Tuesday, January 6, 2009

Remembering Vera Oxley

In Memory of Vera Oxley: 1904 - 2009

Not much to report in today's blog. It's freezing outside and snowing gently. We are tucked up in our wam little nest ever so slowly improving our health. Much of the morning was spent on the phone catching up with the Oxley clan. Graeme's Nana (Vera Oxley) passed away last weekend and the service was today (yesterday) in Australia. At 105 she had led an amazing life and all her family were immensely proud of her. Vera Oxley was one of Australia's first female pharmacists - she was registered in 1925!! I was honoured to have met her.

Catching her on film was pretty difficult as she was immensely camera shy. Hence we are sorry that we don't have a photo to go with this diary entry. But the photo from today's walk is quite apropo in many ways. Nana loved to walk. In fact she was still taking a daily stroll without a stick or frame until 103 if can remember correctly!!

But I thought I would include an extract of her Eulogy . It was put together with snippets of memories from all family members and read by Graeme's younger brother, Cameron.

"Nana enjoyed remarkably good health for 104 of her almost 105 years, which can no doubt be attributed to a life time habit of walking and an active mind. She was certainly no advertisement for her profession. She avoided medicine all her life and was in her 90's when she had her first antibiotics which lead to one of the speediest recoveries known to modern medicine. Her good health survived her brief flirtation with alcohol at the age of 100 when she bought herself a bottle of Baileys Irish Cream. I warned her at the time that it would take years off her life but she didn't seem concerned. Turned out to be just a phase she was going through (about 85 years later than most people) and she soon grew out of it.

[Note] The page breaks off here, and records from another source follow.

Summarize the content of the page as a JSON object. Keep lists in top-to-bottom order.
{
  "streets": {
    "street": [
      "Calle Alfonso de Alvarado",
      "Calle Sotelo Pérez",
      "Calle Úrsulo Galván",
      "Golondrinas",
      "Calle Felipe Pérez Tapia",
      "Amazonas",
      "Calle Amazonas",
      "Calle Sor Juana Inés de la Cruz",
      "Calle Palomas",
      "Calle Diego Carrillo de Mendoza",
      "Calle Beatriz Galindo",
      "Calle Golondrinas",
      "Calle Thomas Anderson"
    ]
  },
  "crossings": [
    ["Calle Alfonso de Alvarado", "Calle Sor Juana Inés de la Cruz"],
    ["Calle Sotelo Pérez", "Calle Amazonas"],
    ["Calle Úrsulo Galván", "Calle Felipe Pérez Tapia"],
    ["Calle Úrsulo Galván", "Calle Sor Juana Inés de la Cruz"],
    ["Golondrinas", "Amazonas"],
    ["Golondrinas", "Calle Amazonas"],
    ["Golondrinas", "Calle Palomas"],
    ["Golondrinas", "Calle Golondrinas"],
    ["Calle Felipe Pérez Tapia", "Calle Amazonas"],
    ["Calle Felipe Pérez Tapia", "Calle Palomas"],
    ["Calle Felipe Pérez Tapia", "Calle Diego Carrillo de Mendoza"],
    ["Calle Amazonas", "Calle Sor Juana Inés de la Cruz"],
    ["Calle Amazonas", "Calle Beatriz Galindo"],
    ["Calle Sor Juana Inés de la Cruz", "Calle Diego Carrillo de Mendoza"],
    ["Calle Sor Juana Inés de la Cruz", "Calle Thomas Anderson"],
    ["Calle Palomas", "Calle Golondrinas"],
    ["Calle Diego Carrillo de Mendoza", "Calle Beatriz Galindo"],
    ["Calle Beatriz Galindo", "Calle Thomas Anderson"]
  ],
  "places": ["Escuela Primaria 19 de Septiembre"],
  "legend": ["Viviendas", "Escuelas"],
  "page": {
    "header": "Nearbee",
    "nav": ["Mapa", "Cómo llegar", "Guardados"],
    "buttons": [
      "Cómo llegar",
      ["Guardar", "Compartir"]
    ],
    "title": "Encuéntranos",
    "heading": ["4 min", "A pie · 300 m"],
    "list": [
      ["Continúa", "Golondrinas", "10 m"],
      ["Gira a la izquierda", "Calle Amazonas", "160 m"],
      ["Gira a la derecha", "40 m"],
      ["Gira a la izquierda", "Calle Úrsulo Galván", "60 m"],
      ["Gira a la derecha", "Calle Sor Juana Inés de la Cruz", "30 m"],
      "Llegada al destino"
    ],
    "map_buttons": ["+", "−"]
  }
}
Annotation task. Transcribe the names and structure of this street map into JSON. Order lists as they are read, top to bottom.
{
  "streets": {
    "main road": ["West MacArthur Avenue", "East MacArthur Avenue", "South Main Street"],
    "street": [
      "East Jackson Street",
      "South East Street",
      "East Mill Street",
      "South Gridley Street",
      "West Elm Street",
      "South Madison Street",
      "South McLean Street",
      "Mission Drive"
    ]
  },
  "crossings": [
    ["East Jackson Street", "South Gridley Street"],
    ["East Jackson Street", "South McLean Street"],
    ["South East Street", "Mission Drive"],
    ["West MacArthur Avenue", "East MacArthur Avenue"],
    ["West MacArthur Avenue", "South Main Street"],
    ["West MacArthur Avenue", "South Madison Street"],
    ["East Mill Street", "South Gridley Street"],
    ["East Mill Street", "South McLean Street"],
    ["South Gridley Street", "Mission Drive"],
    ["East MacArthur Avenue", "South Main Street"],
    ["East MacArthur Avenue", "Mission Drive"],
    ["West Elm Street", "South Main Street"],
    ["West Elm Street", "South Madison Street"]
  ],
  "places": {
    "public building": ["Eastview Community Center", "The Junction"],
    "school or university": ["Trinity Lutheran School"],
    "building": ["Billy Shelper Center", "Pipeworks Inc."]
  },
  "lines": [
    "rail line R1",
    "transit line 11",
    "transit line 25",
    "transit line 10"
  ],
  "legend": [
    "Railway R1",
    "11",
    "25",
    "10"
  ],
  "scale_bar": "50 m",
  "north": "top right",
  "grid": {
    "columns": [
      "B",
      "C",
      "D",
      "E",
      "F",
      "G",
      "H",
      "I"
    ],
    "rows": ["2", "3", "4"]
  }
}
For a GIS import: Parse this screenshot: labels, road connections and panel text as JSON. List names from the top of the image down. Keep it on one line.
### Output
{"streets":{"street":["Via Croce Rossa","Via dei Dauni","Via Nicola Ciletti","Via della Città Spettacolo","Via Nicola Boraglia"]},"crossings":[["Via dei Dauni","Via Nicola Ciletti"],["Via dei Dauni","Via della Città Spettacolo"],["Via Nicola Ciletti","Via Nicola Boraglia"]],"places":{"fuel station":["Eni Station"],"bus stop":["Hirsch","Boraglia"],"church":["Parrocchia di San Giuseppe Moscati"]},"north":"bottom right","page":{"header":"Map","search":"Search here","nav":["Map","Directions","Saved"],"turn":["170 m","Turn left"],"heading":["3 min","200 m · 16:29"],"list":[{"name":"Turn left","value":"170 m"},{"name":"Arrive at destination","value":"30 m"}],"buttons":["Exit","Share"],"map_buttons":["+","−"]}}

She was resolutely forward looking and it was hard to get her to talk about the past. I wish I had tried harder because her life spanned such a remarkable period in human history and life in her early years must have been scarcely recognisable from today's view point. I once asked Nana what she regarded as the single biggest development in her lifetime. Thinking that she might pick the introduction of electric light, air travel, the car, computers, space travel or the internet, I waited while she thought for a moment and then said in her classic understatement: "I rather liked the refrigerator". She then explained that the refrigerator meant that she didn't have to go shopping everyday and therefore it truly gave her more time. As we know she was pragmatic.
Graeme, Amanda and I have always loved and admired Nana who in another era could have been anything she wanted to be – but I am not sure she would have wanted anything other than the hand she was dealt. A hand she played beautifully. With intelligence, good humour, a little guile and cunning, integrity, warmth and love. I am glad Nana is at peace now but we will all miss her and are grateful for the generous time we had with her."